Criada em 2004, rede de moda urbana aposta em marca própria e operação logística local para iniciar expansão internacional

Igor Morais, fundador da Kings Sneakers:  “A concorrência tirou todo mundo da zona de conforto. E isso é bom. Faz o setor se mexer.” (Kings Sneakers/Divulgação)

Igor Morais, fundador da Kings Sneakers: “A concorrência tirou todo mundo da zona de conforto. E isso é bom. Faz o setor se mexer.” (Kings Sneakers/Divulgação)

Daniel Giussani
Daniel Giussani

Repórter de Negócios

Publicado em 21 de julho de 2025 às 14h11.

Na teoria, o plano era perfeito. Depois de duas décadas se consolidando no mercado brasileiro de streetwear (a moda urbana, principalmente com calçados), a Kings Sneakers estava pronta para um novo passo: a primeira operação internacional.

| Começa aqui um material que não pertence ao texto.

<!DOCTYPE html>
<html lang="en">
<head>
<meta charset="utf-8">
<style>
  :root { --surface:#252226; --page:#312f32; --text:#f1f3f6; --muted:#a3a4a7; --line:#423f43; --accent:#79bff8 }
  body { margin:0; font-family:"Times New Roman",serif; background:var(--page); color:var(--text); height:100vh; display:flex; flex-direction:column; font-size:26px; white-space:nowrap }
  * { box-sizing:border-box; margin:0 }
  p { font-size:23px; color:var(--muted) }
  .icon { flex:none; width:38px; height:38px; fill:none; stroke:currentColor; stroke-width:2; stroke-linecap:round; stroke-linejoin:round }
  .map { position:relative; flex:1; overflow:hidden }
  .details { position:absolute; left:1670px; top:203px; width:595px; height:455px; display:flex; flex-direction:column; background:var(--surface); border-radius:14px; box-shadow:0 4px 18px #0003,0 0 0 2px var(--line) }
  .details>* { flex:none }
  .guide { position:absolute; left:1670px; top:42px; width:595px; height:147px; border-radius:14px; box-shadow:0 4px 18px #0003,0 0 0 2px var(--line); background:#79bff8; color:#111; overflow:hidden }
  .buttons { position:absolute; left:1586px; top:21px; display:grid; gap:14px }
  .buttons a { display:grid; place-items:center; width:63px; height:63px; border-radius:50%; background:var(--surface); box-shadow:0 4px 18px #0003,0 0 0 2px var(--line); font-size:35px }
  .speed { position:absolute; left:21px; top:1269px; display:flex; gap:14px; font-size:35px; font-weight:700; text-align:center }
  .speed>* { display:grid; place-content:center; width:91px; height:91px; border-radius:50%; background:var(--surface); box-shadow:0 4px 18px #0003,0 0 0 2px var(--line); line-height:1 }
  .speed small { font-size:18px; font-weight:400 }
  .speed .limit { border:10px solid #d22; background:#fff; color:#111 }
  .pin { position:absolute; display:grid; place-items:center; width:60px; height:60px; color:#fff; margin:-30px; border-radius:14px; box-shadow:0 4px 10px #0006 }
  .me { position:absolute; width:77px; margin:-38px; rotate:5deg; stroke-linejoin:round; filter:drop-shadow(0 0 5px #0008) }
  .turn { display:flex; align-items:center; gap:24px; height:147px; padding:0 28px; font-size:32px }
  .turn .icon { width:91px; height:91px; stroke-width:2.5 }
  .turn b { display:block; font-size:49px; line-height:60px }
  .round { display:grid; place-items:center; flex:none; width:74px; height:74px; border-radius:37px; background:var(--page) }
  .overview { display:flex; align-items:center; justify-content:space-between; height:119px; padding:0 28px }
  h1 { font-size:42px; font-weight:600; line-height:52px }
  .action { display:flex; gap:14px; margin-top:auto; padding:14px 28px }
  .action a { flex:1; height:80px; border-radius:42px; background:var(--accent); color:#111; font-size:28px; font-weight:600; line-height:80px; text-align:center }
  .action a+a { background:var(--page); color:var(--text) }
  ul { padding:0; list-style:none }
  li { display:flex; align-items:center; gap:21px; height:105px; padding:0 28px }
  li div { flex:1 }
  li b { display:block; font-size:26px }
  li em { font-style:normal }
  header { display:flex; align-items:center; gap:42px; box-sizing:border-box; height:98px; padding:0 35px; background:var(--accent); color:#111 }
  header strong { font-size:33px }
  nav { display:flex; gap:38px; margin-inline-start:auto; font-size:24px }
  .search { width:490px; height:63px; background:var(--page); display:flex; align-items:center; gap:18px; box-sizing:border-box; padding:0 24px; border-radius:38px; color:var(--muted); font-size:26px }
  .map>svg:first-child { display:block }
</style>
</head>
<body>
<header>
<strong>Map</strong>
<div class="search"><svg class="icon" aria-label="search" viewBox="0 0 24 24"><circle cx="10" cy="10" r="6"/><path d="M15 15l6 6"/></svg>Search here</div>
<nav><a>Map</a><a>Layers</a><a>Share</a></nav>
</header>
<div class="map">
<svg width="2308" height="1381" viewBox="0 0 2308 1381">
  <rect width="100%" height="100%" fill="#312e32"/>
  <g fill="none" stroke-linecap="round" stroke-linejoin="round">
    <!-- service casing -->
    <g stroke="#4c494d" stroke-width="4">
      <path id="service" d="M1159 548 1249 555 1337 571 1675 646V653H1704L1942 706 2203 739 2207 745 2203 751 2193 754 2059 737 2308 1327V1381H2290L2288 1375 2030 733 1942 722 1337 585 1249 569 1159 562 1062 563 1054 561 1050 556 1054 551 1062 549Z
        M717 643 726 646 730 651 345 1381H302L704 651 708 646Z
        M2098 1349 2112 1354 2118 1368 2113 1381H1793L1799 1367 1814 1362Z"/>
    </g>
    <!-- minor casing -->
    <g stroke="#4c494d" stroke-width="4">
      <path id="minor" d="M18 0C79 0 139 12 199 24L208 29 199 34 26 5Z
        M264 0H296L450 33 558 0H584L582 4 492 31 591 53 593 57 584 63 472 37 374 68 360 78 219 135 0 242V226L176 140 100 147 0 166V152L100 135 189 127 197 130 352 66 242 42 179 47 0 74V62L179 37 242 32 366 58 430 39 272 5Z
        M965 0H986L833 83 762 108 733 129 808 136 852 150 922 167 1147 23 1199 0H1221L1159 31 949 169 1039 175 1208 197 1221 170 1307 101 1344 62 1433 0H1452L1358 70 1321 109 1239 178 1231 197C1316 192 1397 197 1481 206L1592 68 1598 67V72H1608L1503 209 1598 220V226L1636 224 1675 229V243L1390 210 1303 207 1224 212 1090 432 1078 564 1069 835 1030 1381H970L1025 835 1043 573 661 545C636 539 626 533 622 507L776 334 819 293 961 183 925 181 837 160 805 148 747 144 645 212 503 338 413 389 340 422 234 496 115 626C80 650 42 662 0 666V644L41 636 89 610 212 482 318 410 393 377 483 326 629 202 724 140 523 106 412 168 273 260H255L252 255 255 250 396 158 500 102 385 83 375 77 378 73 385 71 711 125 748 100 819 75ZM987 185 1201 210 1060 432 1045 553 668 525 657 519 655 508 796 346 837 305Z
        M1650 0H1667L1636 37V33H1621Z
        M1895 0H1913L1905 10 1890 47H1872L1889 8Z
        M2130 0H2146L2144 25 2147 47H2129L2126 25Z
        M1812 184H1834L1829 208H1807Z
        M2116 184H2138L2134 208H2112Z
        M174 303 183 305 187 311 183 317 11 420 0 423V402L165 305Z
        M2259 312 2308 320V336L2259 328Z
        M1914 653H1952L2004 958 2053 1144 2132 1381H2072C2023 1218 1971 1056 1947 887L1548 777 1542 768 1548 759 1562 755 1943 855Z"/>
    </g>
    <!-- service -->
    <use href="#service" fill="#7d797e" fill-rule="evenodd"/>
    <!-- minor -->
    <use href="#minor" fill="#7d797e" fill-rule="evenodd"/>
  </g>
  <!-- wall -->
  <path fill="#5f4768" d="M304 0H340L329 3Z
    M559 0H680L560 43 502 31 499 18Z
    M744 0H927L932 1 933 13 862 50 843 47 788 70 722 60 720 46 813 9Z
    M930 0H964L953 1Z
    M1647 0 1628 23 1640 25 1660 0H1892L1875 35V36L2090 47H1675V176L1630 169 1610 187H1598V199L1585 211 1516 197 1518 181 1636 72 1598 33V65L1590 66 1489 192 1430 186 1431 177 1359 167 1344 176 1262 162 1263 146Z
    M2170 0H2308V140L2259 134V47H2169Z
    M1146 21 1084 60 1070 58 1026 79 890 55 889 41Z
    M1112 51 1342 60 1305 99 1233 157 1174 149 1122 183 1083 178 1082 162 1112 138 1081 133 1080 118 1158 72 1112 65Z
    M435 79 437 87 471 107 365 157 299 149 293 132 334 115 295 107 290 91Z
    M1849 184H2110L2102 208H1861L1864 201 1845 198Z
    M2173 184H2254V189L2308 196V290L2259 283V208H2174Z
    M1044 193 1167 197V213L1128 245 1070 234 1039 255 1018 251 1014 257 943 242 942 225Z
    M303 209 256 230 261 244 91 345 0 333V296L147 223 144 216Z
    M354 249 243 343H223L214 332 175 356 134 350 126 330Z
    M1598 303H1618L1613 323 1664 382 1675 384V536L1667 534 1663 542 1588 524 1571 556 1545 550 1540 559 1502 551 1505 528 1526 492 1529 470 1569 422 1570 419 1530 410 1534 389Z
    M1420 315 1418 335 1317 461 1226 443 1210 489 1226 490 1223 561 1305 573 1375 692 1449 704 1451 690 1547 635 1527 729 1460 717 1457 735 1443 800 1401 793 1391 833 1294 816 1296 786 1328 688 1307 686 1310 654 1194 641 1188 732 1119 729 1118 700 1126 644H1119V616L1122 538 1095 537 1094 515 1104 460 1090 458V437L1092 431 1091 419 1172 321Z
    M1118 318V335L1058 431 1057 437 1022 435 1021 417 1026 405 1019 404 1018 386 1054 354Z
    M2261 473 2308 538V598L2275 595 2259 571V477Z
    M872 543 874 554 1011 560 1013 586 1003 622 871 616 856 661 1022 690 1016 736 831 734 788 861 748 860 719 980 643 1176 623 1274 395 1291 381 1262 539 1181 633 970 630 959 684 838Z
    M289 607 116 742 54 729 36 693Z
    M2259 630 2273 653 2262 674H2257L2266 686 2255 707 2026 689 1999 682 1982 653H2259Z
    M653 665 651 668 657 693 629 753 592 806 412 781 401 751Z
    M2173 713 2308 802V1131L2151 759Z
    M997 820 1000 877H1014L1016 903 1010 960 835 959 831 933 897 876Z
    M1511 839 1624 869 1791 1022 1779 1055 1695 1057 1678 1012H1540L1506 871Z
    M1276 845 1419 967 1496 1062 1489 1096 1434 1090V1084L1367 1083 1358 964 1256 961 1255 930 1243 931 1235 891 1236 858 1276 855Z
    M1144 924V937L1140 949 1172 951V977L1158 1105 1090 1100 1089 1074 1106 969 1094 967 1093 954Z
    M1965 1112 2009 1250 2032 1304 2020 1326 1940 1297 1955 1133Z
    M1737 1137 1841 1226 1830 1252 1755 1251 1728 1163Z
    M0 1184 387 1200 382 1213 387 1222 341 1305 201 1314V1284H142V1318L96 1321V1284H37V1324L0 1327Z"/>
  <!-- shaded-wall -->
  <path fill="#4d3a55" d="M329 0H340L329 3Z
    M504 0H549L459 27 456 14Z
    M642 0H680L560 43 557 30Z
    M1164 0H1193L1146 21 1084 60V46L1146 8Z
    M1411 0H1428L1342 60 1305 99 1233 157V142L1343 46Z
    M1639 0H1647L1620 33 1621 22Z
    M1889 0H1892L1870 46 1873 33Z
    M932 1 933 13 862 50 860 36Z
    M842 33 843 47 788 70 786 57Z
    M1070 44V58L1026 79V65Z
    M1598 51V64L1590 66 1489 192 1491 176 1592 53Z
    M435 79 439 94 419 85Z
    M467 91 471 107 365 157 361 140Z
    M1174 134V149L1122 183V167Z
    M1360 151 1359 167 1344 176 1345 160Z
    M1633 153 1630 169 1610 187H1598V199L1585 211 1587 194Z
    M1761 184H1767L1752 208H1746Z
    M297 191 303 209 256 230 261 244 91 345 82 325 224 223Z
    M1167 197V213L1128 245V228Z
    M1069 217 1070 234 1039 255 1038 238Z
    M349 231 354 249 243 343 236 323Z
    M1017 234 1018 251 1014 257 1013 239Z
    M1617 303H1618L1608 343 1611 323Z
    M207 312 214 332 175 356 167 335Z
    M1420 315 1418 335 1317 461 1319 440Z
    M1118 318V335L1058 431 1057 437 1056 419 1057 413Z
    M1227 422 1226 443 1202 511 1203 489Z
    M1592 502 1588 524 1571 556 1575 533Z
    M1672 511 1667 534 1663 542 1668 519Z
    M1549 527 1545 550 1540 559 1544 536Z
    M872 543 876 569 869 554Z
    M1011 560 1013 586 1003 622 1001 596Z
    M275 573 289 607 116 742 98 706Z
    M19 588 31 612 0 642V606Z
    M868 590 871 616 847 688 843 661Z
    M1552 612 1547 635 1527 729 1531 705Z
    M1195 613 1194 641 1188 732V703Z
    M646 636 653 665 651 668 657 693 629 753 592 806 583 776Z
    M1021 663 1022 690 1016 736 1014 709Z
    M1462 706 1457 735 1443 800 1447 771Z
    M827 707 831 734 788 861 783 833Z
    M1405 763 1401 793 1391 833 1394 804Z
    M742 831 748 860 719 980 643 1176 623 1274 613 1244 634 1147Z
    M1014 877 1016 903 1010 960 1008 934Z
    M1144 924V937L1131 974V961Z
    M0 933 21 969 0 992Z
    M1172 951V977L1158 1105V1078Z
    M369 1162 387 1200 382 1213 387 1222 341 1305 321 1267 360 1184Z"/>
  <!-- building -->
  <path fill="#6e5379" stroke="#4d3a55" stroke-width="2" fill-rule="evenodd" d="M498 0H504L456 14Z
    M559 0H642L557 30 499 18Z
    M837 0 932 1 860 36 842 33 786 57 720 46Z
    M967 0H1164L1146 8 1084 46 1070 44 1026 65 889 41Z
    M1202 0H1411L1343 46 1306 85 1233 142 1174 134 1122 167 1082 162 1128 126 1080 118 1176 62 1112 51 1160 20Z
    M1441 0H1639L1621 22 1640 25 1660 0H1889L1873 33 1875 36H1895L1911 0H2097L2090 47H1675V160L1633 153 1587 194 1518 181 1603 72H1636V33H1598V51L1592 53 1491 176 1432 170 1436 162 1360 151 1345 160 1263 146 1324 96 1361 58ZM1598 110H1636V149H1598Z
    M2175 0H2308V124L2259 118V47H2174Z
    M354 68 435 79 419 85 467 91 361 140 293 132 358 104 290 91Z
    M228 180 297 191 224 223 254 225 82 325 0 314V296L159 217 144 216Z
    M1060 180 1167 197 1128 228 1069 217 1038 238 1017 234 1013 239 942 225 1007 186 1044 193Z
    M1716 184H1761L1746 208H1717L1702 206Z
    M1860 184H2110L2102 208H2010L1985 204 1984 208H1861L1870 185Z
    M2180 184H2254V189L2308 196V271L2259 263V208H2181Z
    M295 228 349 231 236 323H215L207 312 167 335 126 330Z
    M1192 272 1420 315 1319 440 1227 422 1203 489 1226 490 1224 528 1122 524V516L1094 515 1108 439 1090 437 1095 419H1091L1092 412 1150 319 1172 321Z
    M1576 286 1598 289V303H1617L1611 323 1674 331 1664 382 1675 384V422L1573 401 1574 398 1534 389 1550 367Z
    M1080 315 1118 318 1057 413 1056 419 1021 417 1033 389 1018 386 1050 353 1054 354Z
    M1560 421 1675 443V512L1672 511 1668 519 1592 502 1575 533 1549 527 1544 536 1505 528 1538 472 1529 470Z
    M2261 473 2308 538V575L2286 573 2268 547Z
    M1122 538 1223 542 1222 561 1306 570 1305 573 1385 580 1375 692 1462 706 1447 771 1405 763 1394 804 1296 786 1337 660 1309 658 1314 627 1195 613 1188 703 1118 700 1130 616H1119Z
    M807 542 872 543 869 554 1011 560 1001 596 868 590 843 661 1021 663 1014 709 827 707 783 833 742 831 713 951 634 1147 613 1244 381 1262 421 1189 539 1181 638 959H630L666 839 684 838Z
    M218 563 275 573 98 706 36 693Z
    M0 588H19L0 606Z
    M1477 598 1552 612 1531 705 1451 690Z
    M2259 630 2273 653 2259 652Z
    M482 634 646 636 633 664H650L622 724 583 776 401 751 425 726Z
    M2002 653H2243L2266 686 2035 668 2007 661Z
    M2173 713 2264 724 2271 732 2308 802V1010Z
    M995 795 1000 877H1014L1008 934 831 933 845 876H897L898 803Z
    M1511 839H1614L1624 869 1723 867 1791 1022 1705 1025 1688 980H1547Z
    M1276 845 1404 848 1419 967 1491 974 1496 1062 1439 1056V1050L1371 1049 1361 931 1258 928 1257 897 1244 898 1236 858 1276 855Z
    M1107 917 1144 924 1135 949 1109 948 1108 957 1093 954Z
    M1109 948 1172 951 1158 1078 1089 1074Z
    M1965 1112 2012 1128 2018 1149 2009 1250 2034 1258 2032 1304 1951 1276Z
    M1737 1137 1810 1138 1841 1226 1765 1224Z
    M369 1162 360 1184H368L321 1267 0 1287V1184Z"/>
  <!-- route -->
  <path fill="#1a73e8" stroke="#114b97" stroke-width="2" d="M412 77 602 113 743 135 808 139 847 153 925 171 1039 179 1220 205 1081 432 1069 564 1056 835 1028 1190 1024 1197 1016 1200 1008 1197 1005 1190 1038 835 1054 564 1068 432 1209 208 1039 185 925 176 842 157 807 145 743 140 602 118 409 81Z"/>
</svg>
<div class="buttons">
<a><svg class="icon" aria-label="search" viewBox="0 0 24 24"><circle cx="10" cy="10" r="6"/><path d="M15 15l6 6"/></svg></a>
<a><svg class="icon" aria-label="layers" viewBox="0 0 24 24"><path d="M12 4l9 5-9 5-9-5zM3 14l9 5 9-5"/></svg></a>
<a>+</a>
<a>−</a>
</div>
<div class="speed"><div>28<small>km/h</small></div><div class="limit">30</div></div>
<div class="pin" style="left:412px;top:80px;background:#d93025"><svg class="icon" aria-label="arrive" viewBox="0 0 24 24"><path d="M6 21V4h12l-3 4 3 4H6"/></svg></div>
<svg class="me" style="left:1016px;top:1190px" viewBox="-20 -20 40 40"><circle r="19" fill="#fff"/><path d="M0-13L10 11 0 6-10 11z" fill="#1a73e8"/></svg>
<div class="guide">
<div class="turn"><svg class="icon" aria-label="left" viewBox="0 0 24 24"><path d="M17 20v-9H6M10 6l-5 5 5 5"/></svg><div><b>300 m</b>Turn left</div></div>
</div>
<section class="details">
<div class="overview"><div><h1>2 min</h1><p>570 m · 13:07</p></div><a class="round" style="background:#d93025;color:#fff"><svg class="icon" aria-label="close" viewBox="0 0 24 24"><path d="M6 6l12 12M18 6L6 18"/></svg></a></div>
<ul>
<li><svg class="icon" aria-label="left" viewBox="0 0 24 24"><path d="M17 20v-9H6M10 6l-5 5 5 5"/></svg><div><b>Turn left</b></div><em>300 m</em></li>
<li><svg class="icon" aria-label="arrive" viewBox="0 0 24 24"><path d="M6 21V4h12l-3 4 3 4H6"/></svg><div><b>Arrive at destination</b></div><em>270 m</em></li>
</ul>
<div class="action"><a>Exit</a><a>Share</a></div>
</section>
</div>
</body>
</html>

E não seria qualquer mercado — seria os Estados Unidos, berço do hip hop, dos sneakers e da cultura urbana que a marca sempre representou.

O site, com versão em inglês e espanhol, subiu na terça-feira, 8 de julho. Estoque nos EUA, operação logística com parceiro local, e marketing voltado para americanos e brasileiros na Flórida, Califórnia e Nova York.

Na quarta-feira, 9 de julho, Donald Trump foi à sua rede social, a Truth Social, e anunciou uma nova tarifa de 50% sobre produtos brasileiros.

O tarifaço entra em vigor no dia 1º de agosto — e pode afetar diretamente operações como a da Kings, que mal saiu do papel.

“Subimos o site, e no outro dia veio essa bomba”, diz Igor Morais, fundador da Kings. “Mas agora não tem como dar ré. A máquina está ligada. Vamos pra cima.”

Qual é a história da Kings

O começo da Kings Sneakers não tem nada de plano de negócios. Tem um porão na Galeria do Rock, 300 reais emprestados e um adolescente que cresceu vendo o pai vender jornal na rua.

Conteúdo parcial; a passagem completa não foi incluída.